SOURCE MATERIAL ::
Content starts

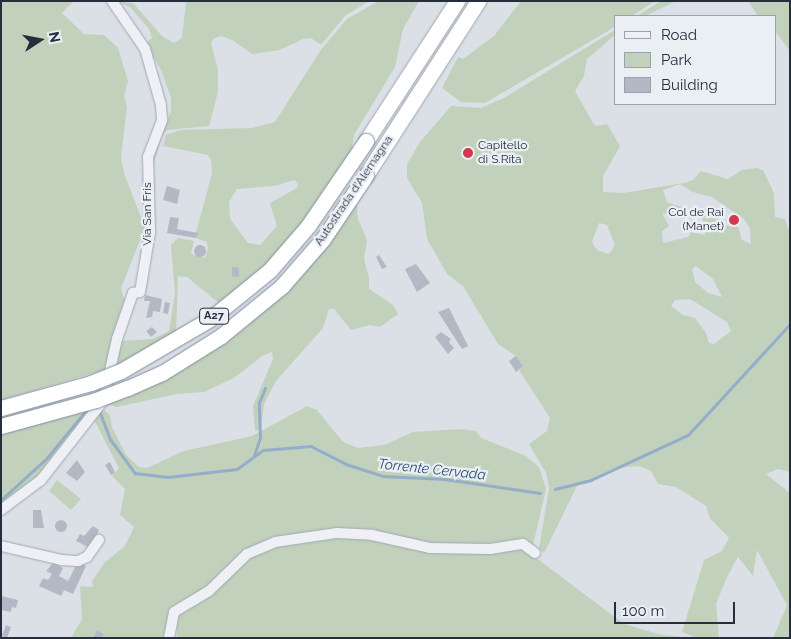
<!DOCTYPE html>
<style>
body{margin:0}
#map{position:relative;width:791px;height:639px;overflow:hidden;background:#dbe0e7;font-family:Raleway,sans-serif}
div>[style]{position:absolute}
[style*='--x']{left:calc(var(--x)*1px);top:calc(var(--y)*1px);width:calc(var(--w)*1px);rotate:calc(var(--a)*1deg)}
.green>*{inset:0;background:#c1d1bc}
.stream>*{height:2.5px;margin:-1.25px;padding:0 1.25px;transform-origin:1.25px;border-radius:1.25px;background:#94aec9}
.building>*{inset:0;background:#b2b9c4}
.round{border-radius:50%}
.roads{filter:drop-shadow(0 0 1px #a1a7b1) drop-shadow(0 0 1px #a1a7b1)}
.minor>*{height:10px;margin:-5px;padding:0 5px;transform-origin:5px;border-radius:5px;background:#eef0f5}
.highway>*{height:15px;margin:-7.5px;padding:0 7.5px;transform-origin:7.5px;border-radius:7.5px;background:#fff}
.bridges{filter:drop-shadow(0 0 1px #828d9e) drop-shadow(0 0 1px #828d9e)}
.highway-bridge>*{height:15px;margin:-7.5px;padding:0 7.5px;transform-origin:7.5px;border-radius:7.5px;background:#fff}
.dots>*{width:14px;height:14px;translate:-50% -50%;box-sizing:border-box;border:2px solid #eaeff4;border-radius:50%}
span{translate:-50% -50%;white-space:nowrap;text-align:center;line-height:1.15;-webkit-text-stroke:4.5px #eaeff4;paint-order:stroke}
.shield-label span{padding:1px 4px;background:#eaeff4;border:1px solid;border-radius:4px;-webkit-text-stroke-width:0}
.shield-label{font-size:11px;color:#252e3d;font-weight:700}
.poi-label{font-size:12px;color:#252e3d}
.left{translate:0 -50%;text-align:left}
.right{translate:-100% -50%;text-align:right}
.street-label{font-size:12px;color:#252e3d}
.water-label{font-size:14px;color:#2d4c73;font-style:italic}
.frame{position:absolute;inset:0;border:2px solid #252e3d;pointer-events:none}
.legend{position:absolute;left:614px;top:15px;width:162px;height:90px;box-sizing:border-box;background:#eaeff4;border:1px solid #9ba2ab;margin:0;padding:6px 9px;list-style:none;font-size:15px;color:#252e3d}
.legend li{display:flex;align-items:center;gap:10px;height:25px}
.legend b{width:25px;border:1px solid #9ba2ab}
.north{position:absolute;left:15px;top:15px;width:50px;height:50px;-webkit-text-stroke:4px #eaeff4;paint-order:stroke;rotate:79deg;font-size:14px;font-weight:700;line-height:20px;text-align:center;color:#252e3d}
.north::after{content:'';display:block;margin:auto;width:18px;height:22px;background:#252e3d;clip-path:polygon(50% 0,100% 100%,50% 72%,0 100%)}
.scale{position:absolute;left:614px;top:602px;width:121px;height:22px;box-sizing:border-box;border:2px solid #252e3d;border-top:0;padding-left:6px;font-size:15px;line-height:18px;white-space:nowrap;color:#252e3d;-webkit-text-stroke:4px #eaeff4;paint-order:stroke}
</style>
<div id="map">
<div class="green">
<i style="clip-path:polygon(1px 1px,74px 1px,62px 13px,84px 34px,104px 35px,118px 48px,128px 81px,124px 96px,127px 107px,121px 157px,124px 173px,145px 228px,121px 288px,127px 310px,107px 369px,1px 400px)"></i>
<i style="clip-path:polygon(115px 1px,133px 3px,162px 36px,174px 43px,182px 38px,186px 1px,369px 1px,345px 16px,321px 45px,311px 38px,303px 39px,280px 50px,252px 54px,232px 40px,221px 36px,215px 38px,211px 42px,218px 71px,218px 92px,209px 126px,167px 130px,162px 136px,151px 172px,154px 147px,171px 112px,171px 98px,161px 70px,146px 43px,152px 38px,149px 29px,130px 7px)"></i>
<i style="clip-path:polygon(evenodd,378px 1px,419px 1px,403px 29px,395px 67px,354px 135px,352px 147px,355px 149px,318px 205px,265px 267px,221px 305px,187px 277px,178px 276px,176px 336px,113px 367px,120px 341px,153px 339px,169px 331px,175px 293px,171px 245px,178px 238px,194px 241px,191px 254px,205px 258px,208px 248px,207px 242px,196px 238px,196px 232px,212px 174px,211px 160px,208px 155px,163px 146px,166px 135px,180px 130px,252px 128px,275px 122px,320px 51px,347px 19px,378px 1px,294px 180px,298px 183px,297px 188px,270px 203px,277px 226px,260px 245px,248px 243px,230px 219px,229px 202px,237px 189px,274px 186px,294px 180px)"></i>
<i style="clip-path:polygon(521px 1px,655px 1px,632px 16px,615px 16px,615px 26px,608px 31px,485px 103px,461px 102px,442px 88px,458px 57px,463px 59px,494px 36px)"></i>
<i style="clip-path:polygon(661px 1px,676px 1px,645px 16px,637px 16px)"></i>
<i style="clip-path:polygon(748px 1px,790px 1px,790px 51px,775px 31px,775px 16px,758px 16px)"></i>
<i style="clip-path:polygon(evenodd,615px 30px,615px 35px,587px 59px,584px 76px,575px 91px,593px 123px,596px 126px,607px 124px,620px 146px,603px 176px,603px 192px,623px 193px,684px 183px,693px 180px,701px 171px,728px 179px,742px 170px,757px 168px,763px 170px,774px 193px,775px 217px,785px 219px,790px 233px,790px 472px,778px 469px,766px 474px,790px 493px,790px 638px,773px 638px,787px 605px,757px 550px,753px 576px,738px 557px,727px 577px,716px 604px,719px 638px,697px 638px,682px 632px,704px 560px,722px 551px,729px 538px,710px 518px,706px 506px,676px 487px,658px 484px,651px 471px,640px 466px,614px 468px,577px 486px,544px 553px,539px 549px,549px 488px,546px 473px,529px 444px,547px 431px,550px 418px,519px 370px,523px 366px,516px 356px,498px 344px,463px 286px,447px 274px,427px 239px,422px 203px,407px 178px,407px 164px,420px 142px,451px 106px,481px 108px,504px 98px,615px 30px,680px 184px,693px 192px,712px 197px,744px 219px,750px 228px,751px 244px,742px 240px,738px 227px,723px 225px,709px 207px,701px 212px,705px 235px,691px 232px,688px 237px,663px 243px,662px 231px,669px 226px,662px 213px,679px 216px,685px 212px,681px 207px,667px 202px,663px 190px,680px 184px,615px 30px,599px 223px,607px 225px,615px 245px,609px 254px,597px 250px,592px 242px,599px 223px,615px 30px,696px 266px,713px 279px,722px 297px,708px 293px,695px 282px,692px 269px,696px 266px,615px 30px,690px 299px,727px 322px,731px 331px,714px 344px,709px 343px,706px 333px,695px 318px,683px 315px,671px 306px,675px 300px,690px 299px)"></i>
<i style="clip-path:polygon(357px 205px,358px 219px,367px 240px,364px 259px,369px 278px,369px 289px,393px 305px,398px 314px,380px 327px,370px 325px,351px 330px,334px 309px,329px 309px,323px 328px,276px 381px,264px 404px,261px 429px,255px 431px,253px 406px,273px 359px,272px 352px,262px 356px,234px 378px,204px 392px,176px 394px,117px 407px,106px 404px,174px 374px,243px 330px,309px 267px)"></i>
<i style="clip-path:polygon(307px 406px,317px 410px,343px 442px,358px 448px,384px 445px,413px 432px,461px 429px,476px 431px,481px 438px,526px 456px,539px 467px,546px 489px,531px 554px,624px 624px,658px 634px,690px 638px,177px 638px,177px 610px,218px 586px,216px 583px,174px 608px,174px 638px,102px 638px,104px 634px,97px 630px,93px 638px,71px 638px,82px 619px,80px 586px,93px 587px,92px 581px,105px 562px,125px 546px,134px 527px,120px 515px,125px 489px,112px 476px,119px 468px,93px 418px,101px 407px,110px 415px,112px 427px,126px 455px,139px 467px,147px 468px,184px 451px,252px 436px)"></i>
<i style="clip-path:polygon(94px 409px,51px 466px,1px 506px,1px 433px)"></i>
<i style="clip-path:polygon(57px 480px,81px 499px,71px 510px,49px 491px)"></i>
</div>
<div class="stream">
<i style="--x:100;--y:412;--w:30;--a:69"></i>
<i style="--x:111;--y:440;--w:41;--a:54"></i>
<i style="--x:135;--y:473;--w:33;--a:7"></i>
<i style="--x:168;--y:477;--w:69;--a:-6.6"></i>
<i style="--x:237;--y:469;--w:32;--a:-36"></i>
<i style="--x:263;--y:450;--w:48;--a:-4.8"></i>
<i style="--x:311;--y:446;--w:39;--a:27"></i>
<i style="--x:346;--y:464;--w:39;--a:18"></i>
<i style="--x:383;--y:476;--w:62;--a:2.8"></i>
<i style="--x:445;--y:479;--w:96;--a:8.4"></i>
<i style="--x:254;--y:456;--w:19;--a:-72"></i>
<i style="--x:260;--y:438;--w:35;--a:-92"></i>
<i style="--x:259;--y:403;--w:16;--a:-68"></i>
<i style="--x:555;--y:489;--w:37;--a:-14"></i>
<i style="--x:591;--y:480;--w:107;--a:-24.9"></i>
<i style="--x:688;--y:435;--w:151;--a:-47.4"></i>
<i style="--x:1;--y:500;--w:62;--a:-42.4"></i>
<i style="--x:47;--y:458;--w:62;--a:-50.9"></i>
</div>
<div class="building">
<i style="clip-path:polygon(167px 186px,180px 190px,177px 204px,163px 200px)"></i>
<i style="clip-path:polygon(170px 217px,179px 218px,177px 229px,198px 233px,196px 238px,167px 233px)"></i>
<i class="round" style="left:194px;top:245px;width:12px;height:12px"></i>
<i style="clip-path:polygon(379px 255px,387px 267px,382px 269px,376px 257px)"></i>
<i style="clip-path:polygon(416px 264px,430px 283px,417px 292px,405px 269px)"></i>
<i style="clip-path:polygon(232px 267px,239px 268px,239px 277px,232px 276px)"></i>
<i style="clip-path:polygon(145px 295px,162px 299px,160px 312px,153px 311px,152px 317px,146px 318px,150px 301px,144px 301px)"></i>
<i style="clip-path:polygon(165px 302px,170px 303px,168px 314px,163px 313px)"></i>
<i style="clip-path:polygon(449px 308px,468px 346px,462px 349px,438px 312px)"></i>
<i style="clip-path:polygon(152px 327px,157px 332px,151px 337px,146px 331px)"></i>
<i style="clip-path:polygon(441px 332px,451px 339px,449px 342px,454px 348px,448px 354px,435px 337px)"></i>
<i style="clip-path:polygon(516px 356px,523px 366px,516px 372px,509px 361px)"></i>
<i style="clip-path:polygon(77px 460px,85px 472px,77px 481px,66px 473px)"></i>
<i style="clip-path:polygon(110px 462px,115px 473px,111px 475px,105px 465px)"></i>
<i style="clip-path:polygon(33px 510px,41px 510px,44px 528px,33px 528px)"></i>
<i class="round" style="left:55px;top:520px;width:12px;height:12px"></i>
<i style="clip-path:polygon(93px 526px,99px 530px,90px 548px,76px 541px,80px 534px,84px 536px)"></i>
<i style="clip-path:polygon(78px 562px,86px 566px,73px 594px,64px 590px,61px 596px,39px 586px,43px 578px,48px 580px,52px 574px,46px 571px,53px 563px,63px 568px,59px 576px,68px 581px)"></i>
<i style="clip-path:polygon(1px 596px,18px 600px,16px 608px,12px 607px,11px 612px,1px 610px)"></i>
<i style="clip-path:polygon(6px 625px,11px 627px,7px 638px,2px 636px)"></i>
<i style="clip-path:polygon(97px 630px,104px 634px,102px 638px,93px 638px)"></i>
</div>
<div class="roads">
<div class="minor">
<i style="--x:1;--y:510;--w:50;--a:-36.9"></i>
<i style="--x:41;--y:480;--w:100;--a:-51.9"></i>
<i style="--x:103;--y:401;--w:64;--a:-77.3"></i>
<i style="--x:117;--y:339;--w:49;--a:-70.8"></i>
<i style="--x:133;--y:293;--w:7;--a:-8"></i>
<i style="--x:140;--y:292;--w:61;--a:-80.5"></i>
<i style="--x:150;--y:232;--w:75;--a:-91.5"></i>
<i style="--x:148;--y:157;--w:40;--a:-69"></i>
<i style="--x:162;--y:120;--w:15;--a:-94"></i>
<i style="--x:161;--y:105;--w:58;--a:-105.9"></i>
<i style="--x:145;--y:49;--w:58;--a:-124.5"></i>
<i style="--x:1;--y:546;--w:63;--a:12.9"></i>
<i style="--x:62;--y:560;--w:16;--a:4"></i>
<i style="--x:78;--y:561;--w:10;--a:-24"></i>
<i style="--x:87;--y:557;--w:21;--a:-55"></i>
<i style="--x:169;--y:638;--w:26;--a:-79"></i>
<i style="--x:174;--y:612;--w:41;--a:-31"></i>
<i style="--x:209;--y:591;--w:53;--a:-44.2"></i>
<i style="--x:247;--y:554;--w:30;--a:-23"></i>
<i style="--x:275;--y:542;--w:63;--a:-8.3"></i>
<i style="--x:337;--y:533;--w:35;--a:3"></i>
<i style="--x:372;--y:535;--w:59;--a:12.6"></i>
<i style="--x:430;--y:548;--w:60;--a:1"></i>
<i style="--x:490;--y:549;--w:33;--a:-9"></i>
<i style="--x:523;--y:544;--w:15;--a:37"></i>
</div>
<div class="highway">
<i style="--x:366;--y:141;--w:167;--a:-57"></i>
<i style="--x:366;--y:175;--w:207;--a:-57.2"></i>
</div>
</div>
<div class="bridges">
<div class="highway-bridge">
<i style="--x:1;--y:408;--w:93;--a:-15.5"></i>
<i style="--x:91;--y:383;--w:32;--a:-22"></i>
<i style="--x:121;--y:371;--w:103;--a:-30.3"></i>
<i style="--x:210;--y:319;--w:77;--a:-39.2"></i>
<i style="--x:270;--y:270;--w:58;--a:-49.2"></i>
<i style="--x:308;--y:226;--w:103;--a:-55.7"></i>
<i style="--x:1;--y:426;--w:98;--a:-15.3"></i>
<i style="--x:96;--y:400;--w:34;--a:-21"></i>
<i style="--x:128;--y:388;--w:37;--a:-24"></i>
<i style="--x:162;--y:373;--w:70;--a:-32.1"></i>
<i style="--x:221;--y:336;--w:79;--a:-39.3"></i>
<i style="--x:282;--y:286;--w:62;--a:-48.9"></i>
<i style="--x:323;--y:239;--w:77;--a:-56.1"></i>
</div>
</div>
<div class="dots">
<i style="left:468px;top:153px;background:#d4384f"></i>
<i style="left:734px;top:220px;background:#d4384f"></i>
</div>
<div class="shield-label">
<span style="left:214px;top:316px">A27</span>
</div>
<div class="poi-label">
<span class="left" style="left:478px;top:153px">Capitello<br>di S.Rita</span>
<span class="right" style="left:724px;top:220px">Col de Rai<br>(Manet)</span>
</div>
<div class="street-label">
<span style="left:354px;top:191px;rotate:-56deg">Autostrada d'Alemagna</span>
<span style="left:148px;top:214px;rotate:-90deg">Via San Fris</span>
</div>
<div class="water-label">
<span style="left:432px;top:469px;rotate:6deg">Torrente Cervada</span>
</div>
<div class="frame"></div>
<ul class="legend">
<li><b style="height:6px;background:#eef0f5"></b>Road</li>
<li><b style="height:14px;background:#c1d1bc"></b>Park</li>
<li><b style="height:14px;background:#b2b9c4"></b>Building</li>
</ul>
<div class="north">N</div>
<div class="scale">100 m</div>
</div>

Content ends

TO DO :: Please report every line of the records above that contains the word "roads".

EXERCISE RESULT ::
.roads{filter:drop-shadow(0 0 1px #a1a7b1) drop-shadow(0 0 1px #a1a7b1)}
<div class="roads">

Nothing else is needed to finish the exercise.